** Problem details **
Before printing the listing, strip out its pictures and keep everything else exact.
** Opening Data to use block **
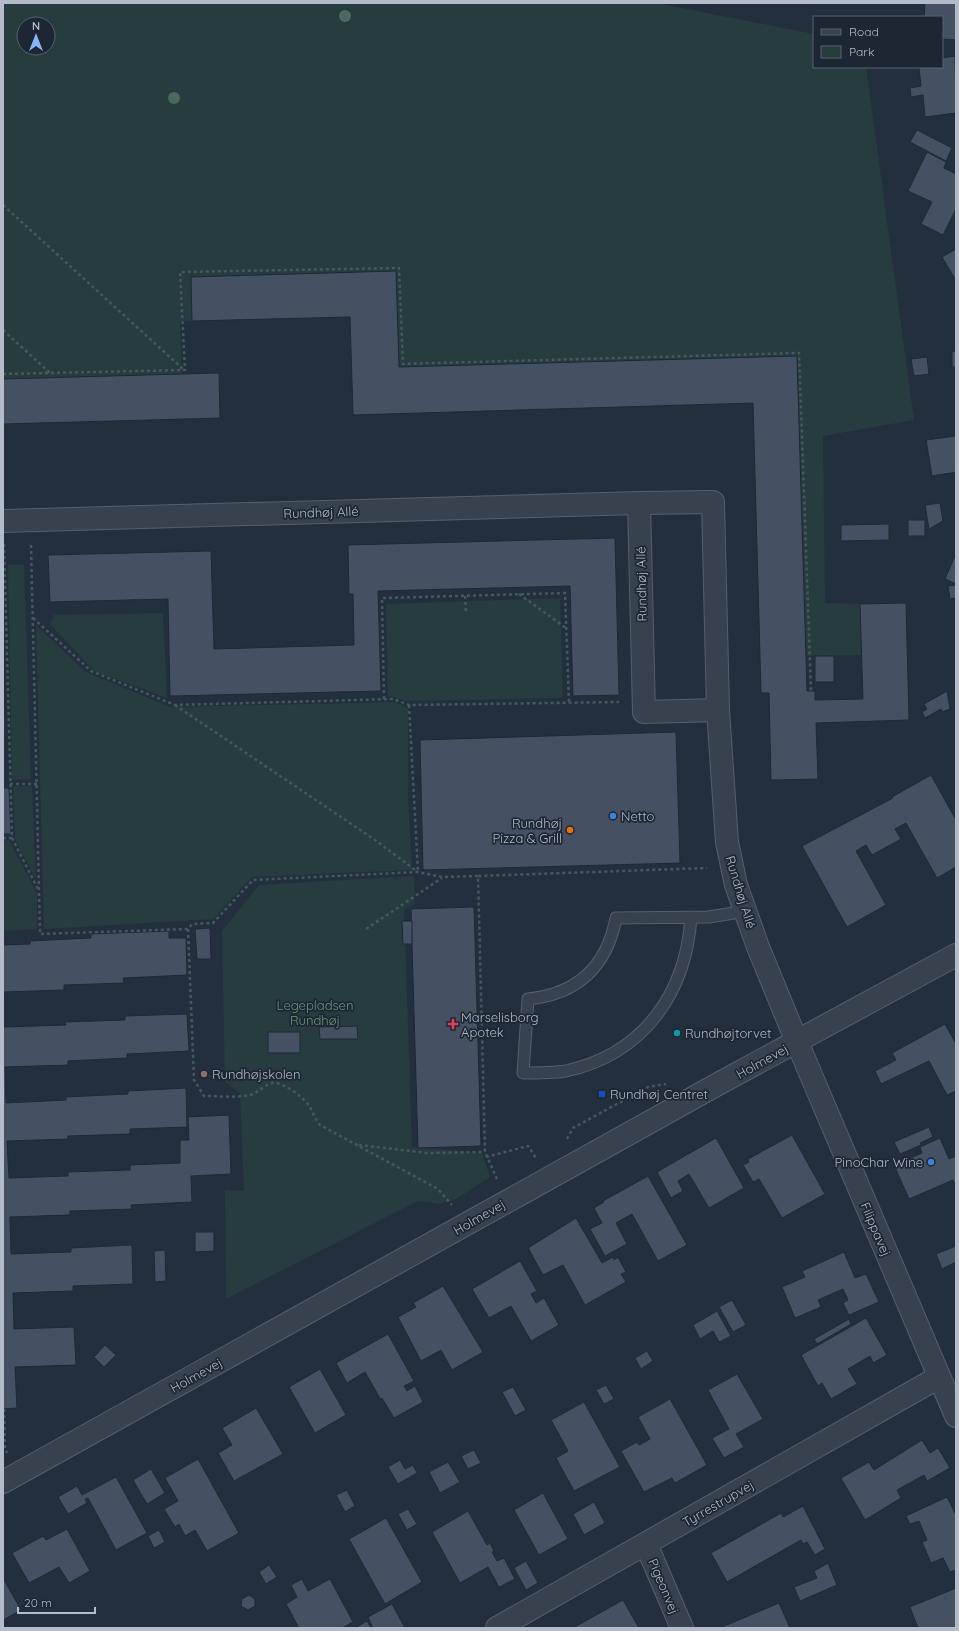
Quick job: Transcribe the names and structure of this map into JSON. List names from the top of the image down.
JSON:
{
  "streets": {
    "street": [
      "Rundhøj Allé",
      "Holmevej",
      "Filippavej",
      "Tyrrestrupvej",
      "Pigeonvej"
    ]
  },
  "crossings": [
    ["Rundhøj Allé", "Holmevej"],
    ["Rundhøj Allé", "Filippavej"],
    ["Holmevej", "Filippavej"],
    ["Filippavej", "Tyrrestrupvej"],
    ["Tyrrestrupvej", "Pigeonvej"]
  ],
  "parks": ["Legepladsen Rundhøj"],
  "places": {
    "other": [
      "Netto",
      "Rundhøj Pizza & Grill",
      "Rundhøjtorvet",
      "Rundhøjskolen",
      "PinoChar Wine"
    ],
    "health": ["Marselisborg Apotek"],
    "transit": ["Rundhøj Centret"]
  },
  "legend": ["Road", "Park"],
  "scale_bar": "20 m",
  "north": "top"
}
** Closing Data to use block **
** Response box **
Quick job: Transcribe the names and structure of this map into JSON. List names from the top of the image down.
JSON:
{
  "streets": {
    "street": [
      "Rundhøj Allé",
      "Holmevej",
      "Filippavej",
      "Tyrrestrupvej",
      "Pigeonvej"
    ]
  },
  "crossings": [
    ["Rundhøj Allé", "Holmevej"],
    ["Rundhøj Allé", "Filippavej"],
    ["Holmevej", "Filippavej"],
    ["Filippavej", "Tyrrestrupvej"],
    ["Tyrrestrupvej", "Pigeonvej"]
  ],
  "parks": ["Legepladsen Rundhøj"],
  "places": {
    "other": [
      "Netto",
      "Rundhøj Pizza & Grill",
      "Rundhøjtorvet",
      "Rundhøjskolen",
      "PinoChar Wine"
    ],
    "health": ["Marselisborg Apotek"],
    "transit": ["Rundhøj Centret"]
  },
  "legend": ["Road", "Park"],
  "scale_bar": "20 m",
  "north": "top"
}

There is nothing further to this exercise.